Collected data entries
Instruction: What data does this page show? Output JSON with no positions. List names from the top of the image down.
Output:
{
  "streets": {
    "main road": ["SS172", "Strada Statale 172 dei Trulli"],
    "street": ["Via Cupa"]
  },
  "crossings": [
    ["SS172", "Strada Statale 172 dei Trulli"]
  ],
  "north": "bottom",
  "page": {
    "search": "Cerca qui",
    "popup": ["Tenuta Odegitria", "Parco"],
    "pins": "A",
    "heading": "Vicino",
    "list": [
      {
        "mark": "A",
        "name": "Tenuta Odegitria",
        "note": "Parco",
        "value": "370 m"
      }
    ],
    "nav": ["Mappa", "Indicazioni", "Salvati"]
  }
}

**What is needed**
The data above must be reproduced in full, exactly as given.

**Expected answer**
Instruction: What data does this page show? Output JSON with no positions. List names from the top of the image down.
Output:
{
  "streets": {
    "main road": ["SS172", "Strada Statale 172 dei Trulli"],
    "street": ["Via Cupa"]
  },
  "crossings": [
    ["SS172", "Strada Statale 172 dei Trulli"]
  ],
  "north": "bottom",
  "page": {
    "search": "Cerca qui",
    "popup": ["Tenuta Odegitria", "Parco"],
    "pins": "A",
    "heading": "Vicino",
    "list": [
      {
        "mark": "A",
        "name": "Tenuta Odegitria",
        "note": "Parco",
        "value": "370 m"
      }
    ],
    "nav": ["Mappa", "Indicazioni", "Salvati"]
  }
}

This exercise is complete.